Walton shrugged that away. “Officially I'm gone. But I was asked to remain on as a consultant.”
“To whom?”
“I'll tell you on the way to the airport.” Walton's gaze was the only part of him that had not softened with the passing years. “I'm not even going to bother with asking if you're in. Go pack. You're wheels up in three hours.”
âââ
Marc's house was a Colonial-era brownstone overlooking one of the city's miniature parks. The green was rimmed by ancient oaks, so tall they could reach across the street and shelter his bedroom window. Marc's father had bought the house from the city back when the neighborhood had been a drug-infested war zone. The city had condemned the abandoned hulks, cleared out the drug paraphernalia, and sold them for a song. The renovations had taken five years and carried his father through grieving over the loss of Marc's mother. After his father's death, Marc had bought the place from his stepmother, who had wanted to return to her family in Spartanburg. Marc often wondered what his father would have thought, knowing the beautiful old place had comforted two grieving generations.
Ambassador Walton remained downstairs. He claimed his heart condition no longer permitted him the luxury of climbing stairs. Marc was grateful for the momentary solitude. As he tossed his gear into a bag, his gaze remained held by the photograph on his bedside table. Marc zipped up the case and sat down on the side of the bed. Walton's querulous voice called from downstairs. Marc did not respond. He was too caught up in a conversation that had lasted three long years.
The photograph had been taken on just another sunlit afternoon. The brownstone did not possess much of a yard. So like most of their new neighbors, he and Lisbeth had claimed the park as their own. That day, they had taken an impromptu picnic across the street to watch a lazy springtime sunset. Marc had been going off somewhere the next morning. Such outings had been Lisbeth's way to slow him down, force him to turn away from the coming pressures and pay attention to her.
Marc had taken her picture in a moment when the veils of normal life had fallen away, and Lisbeth shone with love. The photograph had resided in an album until the week after the funeral, when he had awakened in the night and realized that not only was she gone, but he would someday forget her ability to perfume almost any moment.
Marc studied the picture, wishing there was some way to formally acknowledge the fact that the time had come to move on.
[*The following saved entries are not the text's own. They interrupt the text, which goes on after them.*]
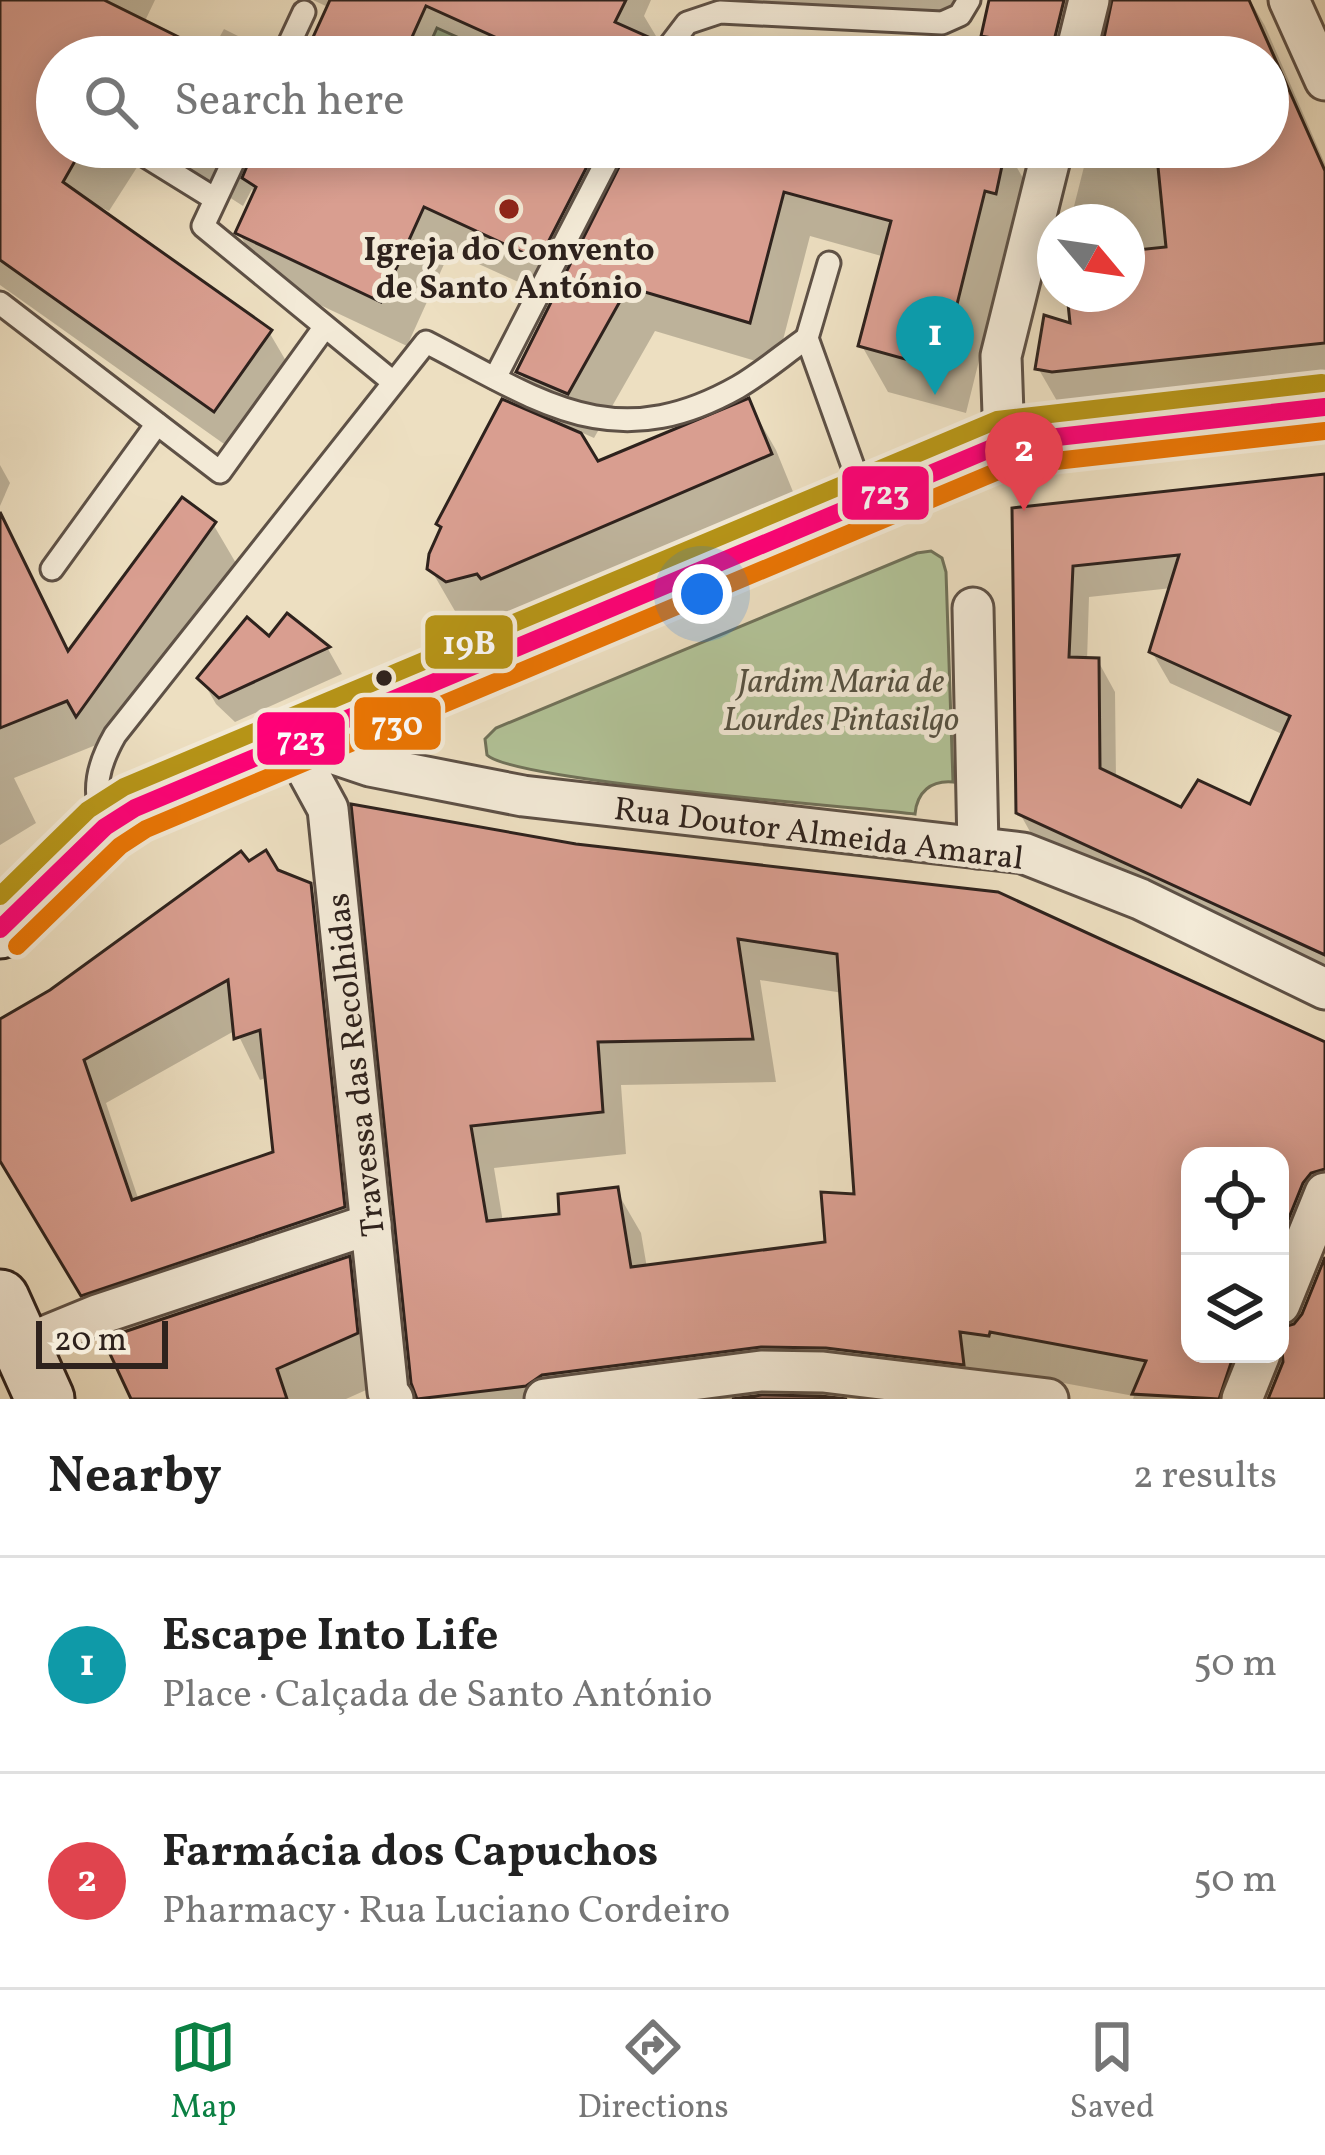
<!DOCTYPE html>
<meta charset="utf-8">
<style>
body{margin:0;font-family:Vollkorn,serif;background:#f6f6f6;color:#222}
.controls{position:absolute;right:36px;bottom:36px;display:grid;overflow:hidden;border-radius:24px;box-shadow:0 6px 30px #0003}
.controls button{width:108px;height:108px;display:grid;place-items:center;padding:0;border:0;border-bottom:3px solid #e0e0e0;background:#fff;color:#222;font:60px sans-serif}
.compass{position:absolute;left:1037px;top:204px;width:108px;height:108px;border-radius:50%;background:#fff;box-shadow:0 6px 30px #0003;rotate:119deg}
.scale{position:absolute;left:36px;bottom:30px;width:132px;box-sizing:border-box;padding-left:12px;border:6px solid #2e221d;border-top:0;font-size:33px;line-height:42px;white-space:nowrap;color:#2e221d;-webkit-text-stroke:9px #f3ead7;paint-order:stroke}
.you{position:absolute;left:702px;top:594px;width:42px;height:42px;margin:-30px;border:9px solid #fff;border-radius:50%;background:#1a73e8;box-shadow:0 0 0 18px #1a73e833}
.badge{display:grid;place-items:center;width:78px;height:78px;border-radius:50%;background:#0b8043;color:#fff;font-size:39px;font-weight:700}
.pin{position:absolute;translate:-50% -99px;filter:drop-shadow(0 3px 6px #0008)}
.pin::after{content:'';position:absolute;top:63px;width:42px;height:36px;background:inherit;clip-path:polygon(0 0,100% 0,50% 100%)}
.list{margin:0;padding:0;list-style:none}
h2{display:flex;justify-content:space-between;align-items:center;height:156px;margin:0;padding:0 48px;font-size:51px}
h2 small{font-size:39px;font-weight:400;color:#767676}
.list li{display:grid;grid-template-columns:78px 1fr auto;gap:36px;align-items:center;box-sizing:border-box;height:216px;padding:0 48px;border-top:3px solid #e0e0e0}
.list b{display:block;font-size:45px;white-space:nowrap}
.list p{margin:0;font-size:39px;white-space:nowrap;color:#767676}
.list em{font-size:39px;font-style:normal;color:#767676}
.icon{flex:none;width:66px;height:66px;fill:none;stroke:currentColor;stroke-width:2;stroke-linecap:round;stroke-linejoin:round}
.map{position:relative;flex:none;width:1325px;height:1399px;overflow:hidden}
.search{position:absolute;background:#fff;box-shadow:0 6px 30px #0003;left:36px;right:36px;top:36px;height:132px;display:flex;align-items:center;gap:30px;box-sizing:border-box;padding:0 42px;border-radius:66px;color:#767676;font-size:45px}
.sheet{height:588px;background:#fff}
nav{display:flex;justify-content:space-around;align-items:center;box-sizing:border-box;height:168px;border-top:3px solid #e0e0e0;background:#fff;font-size:33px;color:#767676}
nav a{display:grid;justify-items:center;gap:6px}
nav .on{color:#0b8043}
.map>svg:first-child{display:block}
.green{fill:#b2c398;stroke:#70725a;stroke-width:3}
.shadow{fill:#0003;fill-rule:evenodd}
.building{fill:#d99e90;stroke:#2e221d;stroke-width:3;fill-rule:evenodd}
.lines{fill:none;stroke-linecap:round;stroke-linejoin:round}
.lane-casing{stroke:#5e5146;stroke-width:27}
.street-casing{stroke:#5e5146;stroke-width:45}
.secondary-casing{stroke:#2e221d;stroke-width:63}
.lane{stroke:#f3ead7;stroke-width:21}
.street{stroke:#f3ead7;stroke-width:39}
.secondary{stroke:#f3ead7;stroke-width:57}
.bus-1-casing{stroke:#f3ead7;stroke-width:27}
.bus-2-casing{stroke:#f3ead7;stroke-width:27}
.bus-3-casing{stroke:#f3ead7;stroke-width:27}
.bus-1{stroke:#f07;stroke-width:18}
.bus-2{stroke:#ea7503;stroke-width:18}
.bus-3{stroke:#b69417;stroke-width:18}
.poi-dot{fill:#8f2418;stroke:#f3ead7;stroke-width:4.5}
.bus-dot{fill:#2e221d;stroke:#f3ead7;stroke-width:4.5}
.labels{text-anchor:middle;stroke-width:10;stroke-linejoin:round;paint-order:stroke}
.poi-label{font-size:33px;font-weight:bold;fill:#2e221d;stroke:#f3ead7}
.park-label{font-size:33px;font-style:italic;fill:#565242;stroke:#f3ead7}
.street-label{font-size:33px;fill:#2e221d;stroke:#f3ead7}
.line-badge{stroke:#f3ead7;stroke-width:4.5}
.badge-label{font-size:33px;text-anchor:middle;font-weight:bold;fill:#fff}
</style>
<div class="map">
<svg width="1325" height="1399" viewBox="0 0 1325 1399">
<rect width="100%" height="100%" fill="#eddfc1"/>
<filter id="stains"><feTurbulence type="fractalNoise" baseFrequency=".00167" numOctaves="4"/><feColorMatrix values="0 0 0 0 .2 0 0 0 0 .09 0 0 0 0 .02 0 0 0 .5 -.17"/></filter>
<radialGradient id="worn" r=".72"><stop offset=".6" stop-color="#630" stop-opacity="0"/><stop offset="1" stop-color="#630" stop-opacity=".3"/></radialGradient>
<g class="green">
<polygon points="437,28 502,57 424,57"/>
<path d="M931,551L942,558L946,572L953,782C931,780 917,792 915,814C854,807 514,781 487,755L485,739L496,728L917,553Z"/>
</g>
<g class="shadow">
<polygon points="0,0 155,0 144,23 209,56 224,29 268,51 272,57 57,57 57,147 150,147 109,211 95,205 94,207 269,332 296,378 241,456 0,285"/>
<polygon points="313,0 651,0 644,16 656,36 648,53 650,57 468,57 452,50 449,57 308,57 330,8"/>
<polygon points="725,0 959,0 958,27 736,18"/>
<polygon points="992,0 1084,0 1070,57 997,57 985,36"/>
<polygon points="1121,0 1250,0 1265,26 1325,164 1325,405 1072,427 1038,368 1073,327 1070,294 1127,294 1127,222 1070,222 1089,147 1268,147 1268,57 1102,57"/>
<polygon points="151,147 1005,147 1031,192 1021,238 1010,236 966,413 888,392 862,346 885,257 810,236 776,367 655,331 594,438 576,430 596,465 748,401 776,450 798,504 508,621 476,630 459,618 430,568 549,423 519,370 556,299 450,251 407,346 265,279 239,233 255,196 252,189 243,206"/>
<polygon points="0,465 10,483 0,506"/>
<path d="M1325,477V976L1037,844L1019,812L1015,511ZM1172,588L1152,652L1170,683L1284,735L1252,808L1182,811L1116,779L1115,692L1098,661H1087L1089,597Z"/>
<polygon points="0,511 70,654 213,524 240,570 104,759 96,745 14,778 36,823 0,845"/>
<polygon points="287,617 328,649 342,674 235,722 216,704 201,678 269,641"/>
<path d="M355,808L1325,1045V1231L1284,1331L1304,1316L1325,1265V1399H1271L1279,1374L1261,1389L1258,1399H1133L1134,1396L1014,1374L1013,1378L852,1390L787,1389L751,1394V1398L821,1399H420L414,1383ZM760,980L843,993L857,1197L829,1245L647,1268L641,1233L616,1190L562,1217L503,1222L494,1168L626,1154L621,1085L776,1082ZM1190,1156H1280V1354H1190Z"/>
<path d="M249,865L309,885L334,928L367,1250L347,1256L376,1308L384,1382L346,1399H134L107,1340L110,1339L0,1152V1022ZM236,1030L260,1080L268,1077L276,1154L139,1201L106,1103Z"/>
</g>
<g class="building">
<polygon points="0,0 104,0 219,57 57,57 57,147 83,147 63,182 272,330 214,412 0,260"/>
<polygon points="330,0 626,0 615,22 655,40 646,57 539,57 426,6 403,57 304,57"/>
<polygon points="989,0 1064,0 1052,49 981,36"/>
<polygon points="1112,0 1249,0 1325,171 1325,343 1052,372 1035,369 1044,315 1070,323 1067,294 1127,294 1127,251 1166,247 1156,147 1268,147 1268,57 1100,57"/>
<polygon points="255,147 597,147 539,260 424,207 381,302 235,233 256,187 242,178"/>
<polygon points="629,147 1006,147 996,194 985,191 941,369 858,346 891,221 784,192 750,323 628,287 568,394 516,372"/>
<polygon points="749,398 772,454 481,579 477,574 446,582 427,569 429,554 441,527 436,524 502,399 581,433 598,461"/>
<path d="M1325,474V955L1016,813L1012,508ZM1179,555L1149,652L1290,716L1250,804L1198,780L1181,807L1100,768L1099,658L1069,657L1073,566Z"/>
<polygon points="182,497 216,522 76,717 67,701 0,728 0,512 68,651"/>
<polygon points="287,613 330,647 219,698 197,678 247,617 269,636"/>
<path d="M351,804L576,844L998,892L1325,1042V1169L1311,1173L1303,1183L1280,1240V1156H1190V1354H1234L1219,1399L1132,1394L1146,1361L990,1332L989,1336L960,1332L964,1365L826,1348L761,1347L542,1375L526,1386L417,1399L411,1383ZM738,939L837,954L854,1194L821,1192L825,1242L631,1267L618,1187L558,1194L559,1214L487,1221L471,1126L603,1112L598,1042L753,1039Z"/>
<path d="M266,850L278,870L311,883L345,1207L81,1296L0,1161V1019L50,990L241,851L249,861ZM228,980L234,1039L260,1030L273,1152L132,1200L84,1060Z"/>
<polygon points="350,1256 358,1333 277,1369 287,1399 131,1399 103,1339"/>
<polygon points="1325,1257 1325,1399 1268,1399 1283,1362 1280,1328 1294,1324 1302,1314"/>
<polygon points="762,1395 821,1396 847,1399 732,1399"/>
</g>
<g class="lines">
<g class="lane-casing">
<g id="lane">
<polyline points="283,57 304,12"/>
<polyline points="661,57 687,23 720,12 942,23 960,15 969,0"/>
<polyline points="131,147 215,199"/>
<polyline points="240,147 203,226 393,382"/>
<polyline points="829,263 807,338 865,500"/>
<polyline points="0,303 220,472 324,328"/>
<polyline points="495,378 614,147"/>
<polyline points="52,569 157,424"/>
<path d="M103,822C92,789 98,765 115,735L426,342C539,400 612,458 738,387C762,373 784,354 807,338"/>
</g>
</g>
<g class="street-casing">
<g id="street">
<polyline points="1289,0 1325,80"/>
<polyline points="1075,57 1089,0"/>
<polyline points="1004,443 1001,356 1053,147"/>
<polyline points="973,608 978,848"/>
<polyline points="290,739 370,766 523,796 1023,853 1140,899 1325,989"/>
<polyline points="290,739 328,809 388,1392 393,1399"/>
<polyline points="1280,1304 1325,1193"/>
<polyline points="24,1345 97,1315 371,1224"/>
<polyline points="545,1399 761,1371 823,1372 1048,1399"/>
<polyline points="1242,1399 1260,1354"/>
</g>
</g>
<g class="secondary-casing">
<g id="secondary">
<polyline points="0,929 105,827 135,808 1004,443 1325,407"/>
<polyline points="0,1299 45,1399"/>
</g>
</g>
<use href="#lane" class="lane"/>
<use href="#street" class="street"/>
<use href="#secondary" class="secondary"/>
<g class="bus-1-casing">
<polyline id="bus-1" points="0,929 105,827 135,808 1004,443 1325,407"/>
</g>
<g class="bus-2-casing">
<polyline id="bus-2" points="17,946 120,846 146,829 1010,466 1325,431"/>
</g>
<g class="bus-3-casing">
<polyline id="bus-3" points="0,896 88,810 124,787 997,420 1322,383"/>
</g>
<use href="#bus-1" class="bus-1"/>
<use href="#bus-2" class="bus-2"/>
<use href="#bus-3" class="bus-3"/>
</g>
<circle class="poi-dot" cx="509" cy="209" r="12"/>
<circle class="bus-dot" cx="384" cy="678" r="10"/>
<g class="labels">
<g class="poi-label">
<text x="509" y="260">Igreja do Convento<tspan x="509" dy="38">de Santo António</tspan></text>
</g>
<g class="park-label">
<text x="841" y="692">Jardim Maria de<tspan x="841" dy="38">Lourdes Pintasilgo</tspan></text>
</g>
<g class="street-label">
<text transform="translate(819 832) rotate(7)" y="12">Rua Doutor Almeida Amaral</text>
<text transform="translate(354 1065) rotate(-96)" y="12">Travessa das Recolhidas</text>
</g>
</g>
<g class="line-badge">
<rect x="840" y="464" width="91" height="58" rx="12" fill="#f07"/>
<rect x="423" y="613" width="92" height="58" rx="12" fill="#b69417"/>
<rect x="352" y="695" width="91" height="57" rx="12" fill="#ea7503"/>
<rect x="255" y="710" width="92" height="57" rx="12" fill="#f07"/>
</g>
<g class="badge-label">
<text x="885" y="504">723</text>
<text x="469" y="654">19B</text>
<text x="397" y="735">730</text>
<text x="301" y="750">723</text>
</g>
<rect width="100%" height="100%" filter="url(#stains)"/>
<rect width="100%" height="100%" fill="url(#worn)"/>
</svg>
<div class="controls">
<button><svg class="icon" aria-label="locate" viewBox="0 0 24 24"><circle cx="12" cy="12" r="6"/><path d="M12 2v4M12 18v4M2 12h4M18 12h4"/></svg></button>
<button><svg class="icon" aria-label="layers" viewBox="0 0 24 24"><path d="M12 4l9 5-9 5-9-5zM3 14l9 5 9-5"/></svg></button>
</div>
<svg class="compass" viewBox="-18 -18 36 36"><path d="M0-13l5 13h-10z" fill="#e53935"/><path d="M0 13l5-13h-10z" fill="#767676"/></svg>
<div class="scale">20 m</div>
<div class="you"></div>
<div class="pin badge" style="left:935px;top:395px;background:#0f9aa8">1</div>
<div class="pin badge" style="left:1024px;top:511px;background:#e0444e">2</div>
<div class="search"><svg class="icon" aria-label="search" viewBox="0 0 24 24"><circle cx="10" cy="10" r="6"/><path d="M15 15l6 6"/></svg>Search here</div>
</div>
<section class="sheet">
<h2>Nearby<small>2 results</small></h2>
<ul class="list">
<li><span class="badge" style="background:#0f9aa8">1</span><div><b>Escape Into Life</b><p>Place · Calçada de Santo António</p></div><em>50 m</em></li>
<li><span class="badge" style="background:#e0444e">2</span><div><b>Farmácia dos Capuchos</b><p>Pharmacy · Rua Luciano Cordeiro</p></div><em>50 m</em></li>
</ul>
</section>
<nav>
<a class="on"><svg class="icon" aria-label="map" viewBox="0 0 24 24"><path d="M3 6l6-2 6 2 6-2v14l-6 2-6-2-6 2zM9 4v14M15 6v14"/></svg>Map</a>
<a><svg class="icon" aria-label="directions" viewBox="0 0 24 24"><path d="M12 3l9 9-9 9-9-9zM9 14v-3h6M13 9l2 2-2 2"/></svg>Directions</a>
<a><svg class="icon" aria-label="saved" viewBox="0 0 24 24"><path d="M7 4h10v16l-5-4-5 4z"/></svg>Saved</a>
</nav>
He had not felt this close to Lisbeth for a long time. The sense that she again filled his room and his heart left him certain that she wanted him to go. Do this thing.
A man, Marc silently told the photograph in his hands, could overdose on stability and quiet. Recently his most fervent prayer had contained no words at all, just a silent secret hunger. If he had been able to name his yearning, it would have been for pandemonium. Something to lift his life from boredom and sameness.
He remained there, staring at the best part of his past, until Walton's voice drew him into the unknown.